Its partial recovery is due to human intervention. Like the indefatigable advocates for the protection of gray whales, the El Segundo Blue has its ardent champions. At the same time that the whale's fans were securing marine sanctuaries, the butterfly's proponents were adopting similar strategies, if on a much smaller scale. Encouraging the airport and other industrial sites voluntarily to set aside dunes on their properties, they sought to nudge beach cities to adopt new, more butterfly-friendly landscaping. The goal has been to replace the ubiquitous iceplant and other exotics with coast buckwheat, a process that over the past three decades has only slowly has taken root.

One such conversion effort is visible along the Point Vincente Bluffs trail weaving through the Palos Verdes Peninsula Land Conservancy; in 2005, the City of Rancho Palos Verdes designated the 1,200-acre site a nature preserve.
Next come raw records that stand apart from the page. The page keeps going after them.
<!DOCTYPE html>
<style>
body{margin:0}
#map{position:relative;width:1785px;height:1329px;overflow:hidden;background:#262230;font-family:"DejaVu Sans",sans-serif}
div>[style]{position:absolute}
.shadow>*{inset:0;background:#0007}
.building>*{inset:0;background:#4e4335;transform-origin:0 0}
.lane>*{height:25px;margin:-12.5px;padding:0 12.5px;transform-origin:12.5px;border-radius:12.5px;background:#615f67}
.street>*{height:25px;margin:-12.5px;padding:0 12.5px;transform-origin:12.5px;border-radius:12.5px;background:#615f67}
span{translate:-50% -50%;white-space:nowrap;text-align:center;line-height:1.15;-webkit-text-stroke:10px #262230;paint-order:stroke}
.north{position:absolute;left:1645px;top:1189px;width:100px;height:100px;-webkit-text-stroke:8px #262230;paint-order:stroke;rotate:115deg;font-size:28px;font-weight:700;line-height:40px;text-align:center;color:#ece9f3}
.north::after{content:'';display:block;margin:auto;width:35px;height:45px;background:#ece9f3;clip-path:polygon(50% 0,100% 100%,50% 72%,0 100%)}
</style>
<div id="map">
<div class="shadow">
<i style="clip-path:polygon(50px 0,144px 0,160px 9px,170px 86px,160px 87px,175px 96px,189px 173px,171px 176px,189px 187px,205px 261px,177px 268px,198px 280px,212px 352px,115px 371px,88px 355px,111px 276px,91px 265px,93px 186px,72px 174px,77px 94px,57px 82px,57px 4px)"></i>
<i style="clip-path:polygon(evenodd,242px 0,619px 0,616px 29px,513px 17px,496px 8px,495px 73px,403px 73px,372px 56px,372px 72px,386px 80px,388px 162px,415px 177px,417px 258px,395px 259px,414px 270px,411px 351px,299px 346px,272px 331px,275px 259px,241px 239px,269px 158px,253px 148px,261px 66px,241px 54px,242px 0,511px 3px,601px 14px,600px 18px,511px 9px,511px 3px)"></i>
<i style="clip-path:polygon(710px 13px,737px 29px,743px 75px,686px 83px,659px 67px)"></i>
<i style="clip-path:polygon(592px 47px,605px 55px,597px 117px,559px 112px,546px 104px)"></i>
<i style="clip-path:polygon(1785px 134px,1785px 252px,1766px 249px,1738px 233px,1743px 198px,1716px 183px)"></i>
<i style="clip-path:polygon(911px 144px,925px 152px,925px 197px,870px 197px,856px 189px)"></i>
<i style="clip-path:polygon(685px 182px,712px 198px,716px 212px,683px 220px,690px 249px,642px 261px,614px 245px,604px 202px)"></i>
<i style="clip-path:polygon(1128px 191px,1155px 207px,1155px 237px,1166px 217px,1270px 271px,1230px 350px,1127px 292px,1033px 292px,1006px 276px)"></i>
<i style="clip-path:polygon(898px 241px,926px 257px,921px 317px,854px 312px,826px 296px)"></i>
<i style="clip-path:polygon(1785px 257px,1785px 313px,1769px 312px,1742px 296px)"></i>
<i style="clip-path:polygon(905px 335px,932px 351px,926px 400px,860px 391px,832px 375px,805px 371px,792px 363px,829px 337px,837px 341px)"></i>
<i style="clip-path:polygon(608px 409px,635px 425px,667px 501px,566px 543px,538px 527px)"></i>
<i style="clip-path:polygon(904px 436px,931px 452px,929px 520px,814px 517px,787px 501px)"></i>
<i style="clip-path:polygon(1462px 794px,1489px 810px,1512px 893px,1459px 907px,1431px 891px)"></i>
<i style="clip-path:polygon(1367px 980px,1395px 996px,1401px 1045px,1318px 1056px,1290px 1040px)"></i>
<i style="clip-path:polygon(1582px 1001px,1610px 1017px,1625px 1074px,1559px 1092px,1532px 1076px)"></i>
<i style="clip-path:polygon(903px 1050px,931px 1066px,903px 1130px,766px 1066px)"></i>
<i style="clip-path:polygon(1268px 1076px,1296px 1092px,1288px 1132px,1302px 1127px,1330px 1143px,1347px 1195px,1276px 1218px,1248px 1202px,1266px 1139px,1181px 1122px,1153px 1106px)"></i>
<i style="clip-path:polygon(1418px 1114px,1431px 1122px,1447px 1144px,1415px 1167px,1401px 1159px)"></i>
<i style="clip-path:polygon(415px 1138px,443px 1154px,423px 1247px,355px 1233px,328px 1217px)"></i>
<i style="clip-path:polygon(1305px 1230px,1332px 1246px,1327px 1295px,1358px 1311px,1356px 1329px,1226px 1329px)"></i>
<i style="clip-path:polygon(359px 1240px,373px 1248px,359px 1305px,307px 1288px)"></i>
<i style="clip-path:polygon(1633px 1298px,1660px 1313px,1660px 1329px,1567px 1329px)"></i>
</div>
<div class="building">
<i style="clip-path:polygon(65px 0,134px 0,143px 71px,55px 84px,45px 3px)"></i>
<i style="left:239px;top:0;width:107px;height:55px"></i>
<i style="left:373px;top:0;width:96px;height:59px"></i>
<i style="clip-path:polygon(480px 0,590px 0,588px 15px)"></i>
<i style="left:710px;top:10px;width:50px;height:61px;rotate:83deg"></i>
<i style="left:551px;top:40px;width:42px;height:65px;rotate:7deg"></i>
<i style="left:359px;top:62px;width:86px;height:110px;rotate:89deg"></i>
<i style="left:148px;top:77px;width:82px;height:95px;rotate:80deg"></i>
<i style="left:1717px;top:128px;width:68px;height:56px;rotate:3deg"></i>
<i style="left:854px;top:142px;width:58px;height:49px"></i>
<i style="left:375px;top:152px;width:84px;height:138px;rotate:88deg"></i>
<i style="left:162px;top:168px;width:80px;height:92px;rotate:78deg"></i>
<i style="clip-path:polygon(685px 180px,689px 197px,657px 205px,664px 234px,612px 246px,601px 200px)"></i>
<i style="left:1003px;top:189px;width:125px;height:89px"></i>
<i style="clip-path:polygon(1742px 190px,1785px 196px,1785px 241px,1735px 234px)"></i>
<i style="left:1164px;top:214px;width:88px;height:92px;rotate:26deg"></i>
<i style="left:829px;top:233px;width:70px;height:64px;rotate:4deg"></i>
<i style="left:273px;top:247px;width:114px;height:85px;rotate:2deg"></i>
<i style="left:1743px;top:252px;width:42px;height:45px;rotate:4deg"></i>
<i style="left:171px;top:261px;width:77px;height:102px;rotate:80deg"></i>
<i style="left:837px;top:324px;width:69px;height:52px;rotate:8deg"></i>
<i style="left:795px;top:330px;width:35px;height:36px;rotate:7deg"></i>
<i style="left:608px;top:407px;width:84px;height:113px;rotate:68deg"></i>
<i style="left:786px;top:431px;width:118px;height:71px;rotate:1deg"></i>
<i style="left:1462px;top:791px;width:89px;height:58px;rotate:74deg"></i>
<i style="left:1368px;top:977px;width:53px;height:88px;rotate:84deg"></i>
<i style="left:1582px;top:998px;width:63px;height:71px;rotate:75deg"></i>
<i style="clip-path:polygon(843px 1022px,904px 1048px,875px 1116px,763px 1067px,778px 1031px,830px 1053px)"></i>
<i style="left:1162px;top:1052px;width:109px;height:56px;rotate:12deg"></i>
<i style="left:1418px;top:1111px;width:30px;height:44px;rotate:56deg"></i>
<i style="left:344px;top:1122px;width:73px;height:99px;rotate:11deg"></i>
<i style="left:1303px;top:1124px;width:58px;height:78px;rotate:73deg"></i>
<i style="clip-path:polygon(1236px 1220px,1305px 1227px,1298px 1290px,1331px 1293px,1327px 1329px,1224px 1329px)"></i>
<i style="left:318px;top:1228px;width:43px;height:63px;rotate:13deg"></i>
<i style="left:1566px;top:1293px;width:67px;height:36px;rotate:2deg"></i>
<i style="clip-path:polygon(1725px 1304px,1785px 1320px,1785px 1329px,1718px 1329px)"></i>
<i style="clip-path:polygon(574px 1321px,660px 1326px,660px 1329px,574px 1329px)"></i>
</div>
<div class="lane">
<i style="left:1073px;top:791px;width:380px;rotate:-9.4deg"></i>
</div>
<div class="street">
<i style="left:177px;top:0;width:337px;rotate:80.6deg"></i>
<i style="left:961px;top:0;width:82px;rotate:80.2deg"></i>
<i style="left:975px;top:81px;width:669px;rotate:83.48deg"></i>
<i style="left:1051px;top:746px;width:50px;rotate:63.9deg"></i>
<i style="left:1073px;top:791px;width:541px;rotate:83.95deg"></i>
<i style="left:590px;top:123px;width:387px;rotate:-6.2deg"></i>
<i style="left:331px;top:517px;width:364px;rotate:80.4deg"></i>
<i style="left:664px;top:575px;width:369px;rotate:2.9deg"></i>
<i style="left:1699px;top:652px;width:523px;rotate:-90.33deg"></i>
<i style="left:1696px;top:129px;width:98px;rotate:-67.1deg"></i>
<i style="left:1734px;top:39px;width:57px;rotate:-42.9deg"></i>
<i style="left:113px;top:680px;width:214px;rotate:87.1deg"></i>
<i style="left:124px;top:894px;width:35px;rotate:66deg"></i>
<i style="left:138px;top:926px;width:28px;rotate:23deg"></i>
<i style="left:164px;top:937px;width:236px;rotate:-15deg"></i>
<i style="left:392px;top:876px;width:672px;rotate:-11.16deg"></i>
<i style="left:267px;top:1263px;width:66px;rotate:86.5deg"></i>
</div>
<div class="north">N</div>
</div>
Although this site contained intact coastal bluff scrub and coastal cactus scrub habitats, it was thought to have been outside the El Segundo Blue's historic range. Until, that is, scientists and citizens monitoring the bluffs and surrounding terrain discovered an ESB colony. Already committed to restoring the disturbed sectors, the conservancy received funding from the California Coastal Commission to remove exotic and invasive plants and revegetate with buckwheat and other natives (a biota that will also support the Palos Verde Blue Butterfly and such threatened bird species as the California gnatcatcher and coastal cactus wren).

The work continues, signaling the conservancy's sustained effort to return this small patch of land to its former health and to reinvigorate its biodiversity. Yet whether this laudable project will succeed will depend on factors now mostly beyond human control, not least of which is time itself. So thoroughly and for so long have we run roughshod over ESB habitat that the butterfly's future, Mattoni warned in 1992, was "grim," a prognosis that has not changed substantively.

Still, one could have predicted the same about the gray whale's slim chance of survival (and whaler Scammon did), so that its recovery offers some optimism about the El Segundo Blue's fate. A hope revived whenever this graceful and bulky mammal rounds Point Vicente and breaks through the Pacific's shimmering surface.